I hate to generalize, but this is kind of what I believe: If you live in a poor area, most of the workplaces around you are going to be toxic.
I kind of thought that I had it figured out: cut my expenses as much as possible, I was okay with low pay as long as I could pay my bills, and I didn't mind working hard. I did my best every day.
My wife started working three years ago, and I started staying home with the kids. I still have low-grade PTSD from working there for five years. That was the thing I didn't anticipate. It's like… why did they have to take that too?
My wife is a social worker. I was working full-time at entry level jobs in health care while she finished school. She's had four jobs in three years, and two of them were toxic. She finally found what seems to be a decent place.
I dislike this sub for two reasons: first, I like working. I like doing things that are useful for other people. That's what work is. Second, there's too much complaining about pay. Usually complaining about pay is about ego. People fundamentally feel like their worth as a person is based on how much money they make, or how big their house is, etc. You can't critique the system without criticizing ego=pay.
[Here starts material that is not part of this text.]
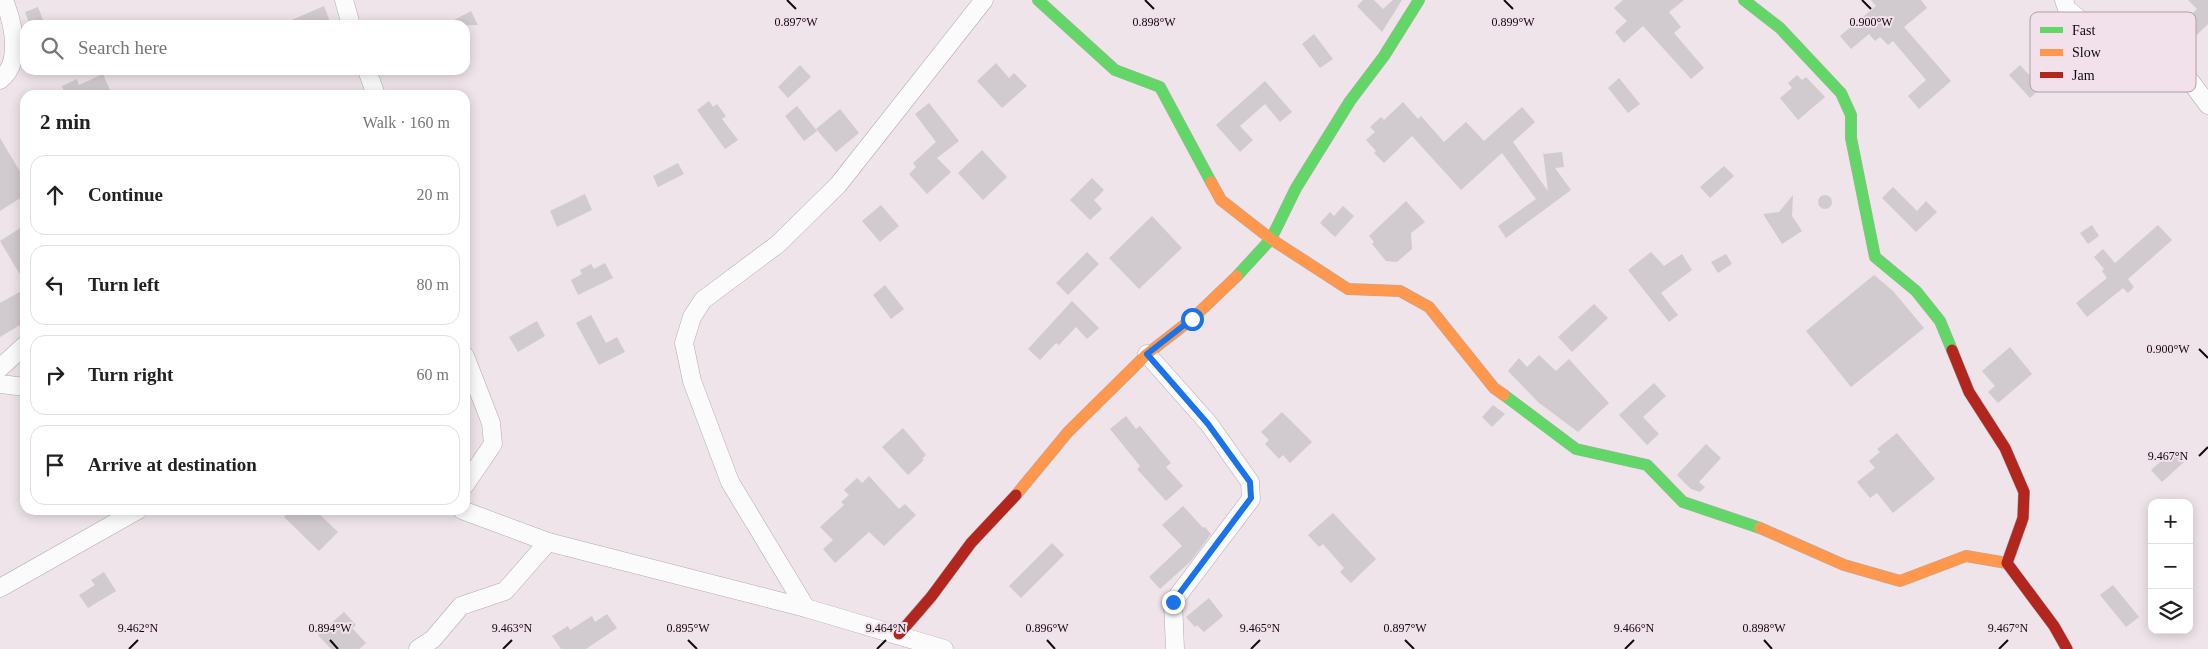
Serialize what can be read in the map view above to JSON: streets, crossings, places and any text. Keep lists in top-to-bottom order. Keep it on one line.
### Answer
{"legend":["Fast","Slow","Jam"],"page":{"search":"Search here","heading":["2 min","Walk · 160 m"],"list":[["Continue","20 m"],["Turn left","80 m"],["Turn right","60 m"],"Arrive at destination"],"map_buttons":["+","−"]},"coordinates":["0.897°W","0.898°W","0.899°W","0.900°W","9.467°N","0.894°W","0.895°W","0.896°W","9.462°N","9.463°N","9.464°N","9.465°N","9.466°N"]}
Toxic workplaces, I've found, are just what happens to a workplace that is chronically understaffed, under-resourced, and unaccountable or poorly-trained management. Corporate budgets are effectively ways of creating false feelings of scarcity, and this creates all kinds of social dysfunction, it's like a deep part of our monkey-brain, cliques develop, and we turn on each other. Combine that with job insecurity, and you're destroying people's mental health.
There has to be a better way. I just don't know what it is.